Mark and Jinger Kalin said they have abandoned any thoughts of bringing the big cats back.
"We had a good long run," Mark Kalin said of his 22 years working with big cats.
"If there was any doubt in our minds, that incident with Roy pretty much closed the door with us. It made us decide that we were doing the right thing," he said.
A 600-pound Royal White tiger nearly killed Horn during an Oct. 3 performance at the Mirage Hotel-Casino in Las Vegas.
Kalin, 43, said they decided to eliminate the exotic cats from their act for several reasons, including his safety and the safety of his staff.
"With the animals there are all kinds of risks, not just me, but everyone," he told the Reno Gazette-Journal.
"Yes, the animals are a plus in our business, but at what risk?"
Kalin said he was comfortable working with the animals that were kept at arms length, but he never forgot that he was working with wild animals.
"Theres always potential for that animal to act out their natural instinct," Kalin said. "You cant tame them. You can train them. But they have the instinct to hunt."
The attack on Horn was a wake-up call, he said. When it can happen to the "paramount kings" in the business, it means it can happen to anybody, he said.
"I think that this event with Roy will have a definite impact," he said. "It is causing a lot of questions in a lot of peoples minds about the safety."
Kalin believes the Horn attack will mean changes in the business.
The couple was supposed to use their 19-year-old Siberian tiger, Sonya, in a show in San Luis Obispo, Calif., last weekend but decided not to, saying it was not appropriate because of the Horn accident.
"We have used this opportunity to close that book on our lives," Kalin said.
In the mid-1980s, Kalin owned six cats three tigers, a spotted jaguar, a black leopard and a spotted leopard. He retired four in the 1990s and still owns the Siberian tiger.
The couple performed with the black leopard and Siberian tiger for two years at the Flamingo Reno and two years at the Reno Hilton. The show, called Carnival of Wonders and Illusionarium, ended Dec. 30, 2002.
The decision to phase the cats out of the magic illusion act means taking a financial risk because advertisers, promoters and the public want animals, Kalin said.
"Siegfried & Roy" debuted in 1990 at the Mirage and earned the hotel-casino about $44 million in annual revenue.
"I still dont agree with it no matter how much money it brings in," said Aaron Hiibel, co-founder of the Animal Ark in Stead with his wife, Diana.
Seeing exotic animals perform acts on a stage "gives people a false impression of what these cats are," he said.
"People in the audience see them doing things and they think they can raise them, too," he said.
Many of those animals end up in wildlife sanctuaries such as the Animal Ark, which has reached capacity with three tigers, Diana Hiibel said.

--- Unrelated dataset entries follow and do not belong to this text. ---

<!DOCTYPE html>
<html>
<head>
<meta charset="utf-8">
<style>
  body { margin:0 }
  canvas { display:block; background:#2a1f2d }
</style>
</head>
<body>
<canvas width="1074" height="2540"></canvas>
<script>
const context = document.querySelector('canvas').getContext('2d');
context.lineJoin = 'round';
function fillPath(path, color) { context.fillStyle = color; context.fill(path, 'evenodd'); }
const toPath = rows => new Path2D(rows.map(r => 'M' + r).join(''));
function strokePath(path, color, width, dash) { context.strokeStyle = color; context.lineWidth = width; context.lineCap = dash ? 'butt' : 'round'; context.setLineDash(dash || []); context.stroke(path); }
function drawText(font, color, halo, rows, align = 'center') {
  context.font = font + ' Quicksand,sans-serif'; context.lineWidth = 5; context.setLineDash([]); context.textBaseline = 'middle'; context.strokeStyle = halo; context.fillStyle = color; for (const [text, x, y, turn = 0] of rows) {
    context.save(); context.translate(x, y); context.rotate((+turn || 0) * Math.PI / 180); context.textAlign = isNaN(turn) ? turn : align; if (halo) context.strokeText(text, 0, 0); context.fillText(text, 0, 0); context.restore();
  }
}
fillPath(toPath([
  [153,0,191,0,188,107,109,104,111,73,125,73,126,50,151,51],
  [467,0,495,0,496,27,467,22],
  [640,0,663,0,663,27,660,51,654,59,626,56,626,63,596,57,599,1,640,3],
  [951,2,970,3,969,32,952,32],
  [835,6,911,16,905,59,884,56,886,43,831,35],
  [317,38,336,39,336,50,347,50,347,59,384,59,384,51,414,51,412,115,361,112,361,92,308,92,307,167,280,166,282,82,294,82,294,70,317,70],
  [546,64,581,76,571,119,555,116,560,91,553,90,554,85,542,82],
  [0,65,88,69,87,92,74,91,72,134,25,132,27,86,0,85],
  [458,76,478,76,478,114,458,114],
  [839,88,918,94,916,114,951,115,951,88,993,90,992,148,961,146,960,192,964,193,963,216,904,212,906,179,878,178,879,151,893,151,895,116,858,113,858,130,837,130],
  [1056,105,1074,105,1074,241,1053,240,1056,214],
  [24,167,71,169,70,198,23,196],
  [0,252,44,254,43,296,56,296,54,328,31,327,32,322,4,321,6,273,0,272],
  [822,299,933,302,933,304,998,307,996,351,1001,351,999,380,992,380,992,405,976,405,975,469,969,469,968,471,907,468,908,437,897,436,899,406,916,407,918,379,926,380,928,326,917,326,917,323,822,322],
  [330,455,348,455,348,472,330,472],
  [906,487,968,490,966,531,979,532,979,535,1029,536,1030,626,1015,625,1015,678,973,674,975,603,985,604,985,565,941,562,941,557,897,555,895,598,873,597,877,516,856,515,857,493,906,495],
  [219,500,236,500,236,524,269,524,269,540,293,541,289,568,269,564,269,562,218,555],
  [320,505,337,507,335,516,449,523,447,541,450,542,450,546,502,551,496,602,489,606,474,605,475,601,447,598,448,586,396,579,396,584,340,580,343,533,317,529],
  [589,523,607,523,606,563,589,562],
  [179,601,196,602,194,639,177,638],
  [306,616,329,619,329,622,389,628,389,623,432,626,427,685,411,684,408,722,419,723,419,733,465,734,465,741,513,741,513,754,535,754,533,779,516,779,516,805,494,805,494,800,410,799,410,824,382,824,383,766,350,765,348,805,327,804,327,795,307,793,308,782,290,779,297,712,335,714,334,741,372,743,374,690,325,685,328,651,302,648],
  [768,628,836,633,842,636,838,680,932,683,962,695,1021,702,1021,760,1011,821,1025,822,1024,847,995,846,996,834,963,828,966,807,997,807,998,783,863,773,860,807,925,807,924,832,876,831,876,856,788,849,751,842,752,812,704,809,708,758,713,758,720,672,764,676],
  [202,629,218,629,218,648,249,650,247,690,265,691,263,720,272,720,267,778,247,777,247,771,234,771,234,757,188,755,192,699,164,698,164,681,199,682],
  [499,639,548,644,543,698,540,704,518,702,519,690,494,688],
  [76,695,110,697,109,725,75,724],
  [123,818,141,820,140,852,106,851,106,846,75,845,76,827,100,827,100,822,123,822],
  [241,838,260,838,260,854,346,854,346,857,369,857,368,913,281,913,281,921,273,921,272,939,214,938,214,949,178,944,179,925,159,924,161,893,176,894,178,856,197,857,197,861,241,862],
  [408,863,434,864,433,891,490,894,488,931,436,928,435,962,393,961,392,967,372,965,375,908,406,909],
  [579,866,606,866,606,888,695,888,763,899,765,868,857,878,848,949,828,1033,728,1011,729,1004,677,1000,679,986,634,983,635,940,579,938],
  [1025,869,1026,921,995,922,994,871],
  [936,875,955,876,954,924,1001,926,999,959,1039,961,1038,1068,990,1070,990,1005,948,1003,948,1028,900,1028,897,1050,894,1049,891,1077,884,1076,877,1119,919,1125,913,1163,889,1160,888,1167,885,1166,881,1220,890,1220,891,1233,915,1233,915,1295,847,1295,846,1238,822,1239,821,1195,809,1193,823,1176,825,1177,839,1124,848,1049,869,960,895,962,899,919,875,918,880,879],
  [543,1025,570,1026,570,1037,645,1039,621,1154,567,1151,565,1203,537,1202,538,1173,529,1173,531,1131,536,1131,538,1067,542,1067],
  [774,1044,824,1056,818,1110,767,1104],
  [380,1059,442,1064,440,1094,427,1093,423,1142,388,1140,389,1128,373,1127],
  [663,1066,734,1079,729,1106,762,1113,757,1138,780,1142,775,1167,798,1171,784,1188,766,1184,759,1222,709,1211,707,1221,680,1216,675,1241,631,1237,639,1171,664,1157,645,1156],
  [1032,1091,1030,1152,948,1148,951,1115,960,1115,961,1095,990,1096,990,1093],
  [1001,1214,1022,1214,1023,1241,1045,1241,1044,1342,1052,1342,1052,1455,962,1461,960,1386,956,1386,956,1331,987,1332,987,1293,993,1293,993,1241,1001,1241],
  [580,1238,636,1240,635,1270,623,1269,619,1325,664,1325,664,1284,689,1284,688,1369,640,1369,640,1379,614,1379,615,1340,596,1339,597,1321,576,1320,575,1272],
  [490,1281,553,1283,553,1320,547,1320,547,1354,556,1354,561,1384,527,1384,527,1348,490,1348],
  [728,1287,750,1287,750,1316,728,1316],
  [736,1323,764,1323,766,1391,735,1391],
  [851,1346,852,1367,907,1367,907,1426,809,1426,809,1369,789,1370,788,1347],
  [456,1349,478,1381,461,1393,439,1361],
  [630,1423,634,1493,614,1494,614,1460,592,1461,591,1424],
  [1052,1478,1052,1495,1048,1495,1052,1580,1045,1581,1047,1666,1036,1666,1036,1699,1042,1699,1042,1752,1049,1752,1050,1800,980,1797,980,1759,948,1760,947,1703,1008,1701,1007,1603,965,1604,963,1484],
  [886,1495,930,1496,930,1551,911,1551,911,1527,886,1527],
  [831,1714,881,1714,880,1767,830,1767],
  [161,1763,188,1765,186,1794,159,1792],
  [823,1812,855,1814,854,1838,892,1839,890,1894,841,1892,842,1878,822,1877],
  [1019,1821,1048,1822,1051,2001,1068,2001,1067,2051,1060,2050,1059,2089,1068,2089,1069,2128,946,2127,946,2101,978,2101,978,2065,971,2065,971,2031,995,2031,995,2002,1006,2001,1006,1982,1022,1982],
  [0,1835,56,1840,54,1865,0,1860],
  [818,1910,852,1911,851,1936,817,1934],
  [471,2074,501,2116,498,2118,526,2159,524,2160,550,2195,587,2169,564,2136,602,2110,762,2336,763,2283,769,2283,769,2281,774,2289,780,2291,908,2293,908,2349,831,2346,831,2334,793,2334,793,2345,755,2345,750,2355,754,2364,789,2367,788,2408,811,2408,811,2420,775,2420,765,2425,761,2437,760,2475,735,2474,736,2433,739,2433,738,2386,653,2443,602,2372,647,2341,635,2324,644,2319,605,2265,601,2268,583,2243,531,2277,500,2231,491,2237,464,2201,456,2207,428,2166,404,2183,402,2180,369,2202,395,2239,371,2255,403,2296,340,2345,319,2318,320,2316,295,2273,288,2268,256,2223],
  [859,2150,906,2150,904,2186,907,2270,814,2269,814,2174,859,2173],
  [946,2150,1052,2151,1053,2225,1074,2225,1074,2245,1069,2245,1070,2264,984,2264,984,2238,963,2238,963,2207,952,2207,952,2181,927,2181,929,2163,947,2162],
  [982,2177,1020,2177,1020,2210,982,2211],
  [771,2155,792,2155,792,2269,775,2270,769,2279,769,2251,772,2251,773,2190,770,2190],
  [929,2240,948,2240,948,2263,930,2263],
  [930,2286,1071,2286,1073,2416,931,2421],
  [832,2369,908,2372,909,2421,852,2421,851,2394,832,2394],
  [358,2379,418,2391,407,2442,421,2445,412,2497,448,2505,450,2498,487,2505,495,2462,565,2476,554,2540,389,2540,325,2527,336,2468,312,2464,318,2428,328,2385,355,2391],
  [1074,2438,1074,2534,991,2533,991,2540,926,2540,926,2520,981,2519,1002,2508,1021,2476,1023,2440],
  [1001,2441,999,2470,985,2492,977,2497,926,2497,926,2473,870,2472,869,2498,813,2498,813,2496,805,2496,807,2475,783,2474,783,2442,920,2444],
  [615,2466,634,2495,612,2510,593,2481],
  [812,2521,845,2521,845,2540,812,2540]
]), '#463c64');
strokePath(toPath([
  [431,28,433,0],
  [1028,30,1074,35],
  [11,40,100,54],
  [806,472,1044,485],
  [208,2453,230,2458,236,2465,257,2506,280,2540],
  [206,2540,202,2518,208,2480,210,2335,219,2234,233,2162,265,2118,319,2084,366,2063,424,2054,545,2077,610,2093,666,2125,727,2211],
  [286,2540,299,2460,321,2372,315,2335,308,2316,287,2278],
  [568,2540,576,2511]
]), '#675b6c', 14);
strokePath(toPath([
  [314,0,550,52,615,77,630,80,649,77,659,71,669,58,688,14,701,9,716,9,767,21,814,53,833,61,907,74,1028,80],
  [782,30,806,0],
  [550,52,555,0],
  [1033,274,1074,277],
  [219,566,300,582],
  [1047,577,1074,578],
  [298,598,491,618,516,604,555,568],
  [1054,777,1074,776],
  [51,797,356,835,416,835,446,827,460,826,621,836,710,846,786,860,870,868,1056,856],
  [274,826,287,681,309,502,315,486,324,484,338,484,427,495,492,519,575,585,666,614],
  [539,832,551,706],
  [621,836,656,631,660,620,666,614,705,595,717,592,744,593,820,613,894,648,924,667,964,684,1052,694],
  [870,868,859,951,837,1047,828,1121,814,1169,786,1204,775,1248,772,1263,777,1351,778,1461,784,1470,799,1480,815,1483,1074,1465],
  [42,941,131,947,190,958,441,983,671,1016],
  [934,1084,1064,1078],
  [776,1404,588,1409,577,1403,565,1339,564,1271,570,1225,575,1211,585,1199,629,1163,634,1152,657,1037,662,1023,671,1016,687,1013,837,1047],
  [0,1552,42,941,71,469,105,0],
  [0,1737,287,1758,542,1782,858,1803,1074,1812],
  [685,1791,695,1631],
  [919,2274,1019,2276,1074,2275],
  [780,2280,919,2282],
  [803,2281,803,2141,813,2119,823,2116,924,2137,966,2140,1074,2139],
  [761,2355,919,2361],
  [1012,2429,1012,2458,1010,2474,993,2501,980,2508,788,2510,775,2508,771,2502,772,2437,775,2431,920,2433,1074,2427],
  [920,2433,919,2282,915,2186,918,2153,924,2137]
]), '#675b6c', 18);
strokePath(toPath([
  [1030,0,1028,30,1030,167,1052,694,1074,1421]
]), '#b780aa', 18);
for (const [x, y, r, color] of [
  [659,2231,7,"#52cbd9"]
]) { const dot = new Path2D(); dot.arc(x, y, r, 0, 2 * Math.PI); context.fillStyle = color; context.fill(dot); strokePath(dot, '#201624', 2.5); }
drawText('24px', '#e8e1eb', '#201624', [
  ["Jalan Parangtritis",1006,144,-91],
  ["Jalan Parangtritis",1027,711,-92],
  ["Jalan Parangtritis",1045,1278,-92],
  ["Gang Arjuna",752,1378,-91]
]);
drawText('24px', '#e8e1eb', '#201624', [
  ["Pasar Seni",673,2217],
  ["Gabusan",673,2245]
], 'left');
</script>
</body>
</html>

Vernon Weir, director of the American Sanctuary Association, said he expected the Department of Agriculture to review regulations ensuring the safety of the audience but not for the animal handlers.
"I think that the attitude theyve taken is that if the trainers and handlers want to risk danger to themselves, then that is a personal decision they are making," said Weir, who lives in Las Vegas.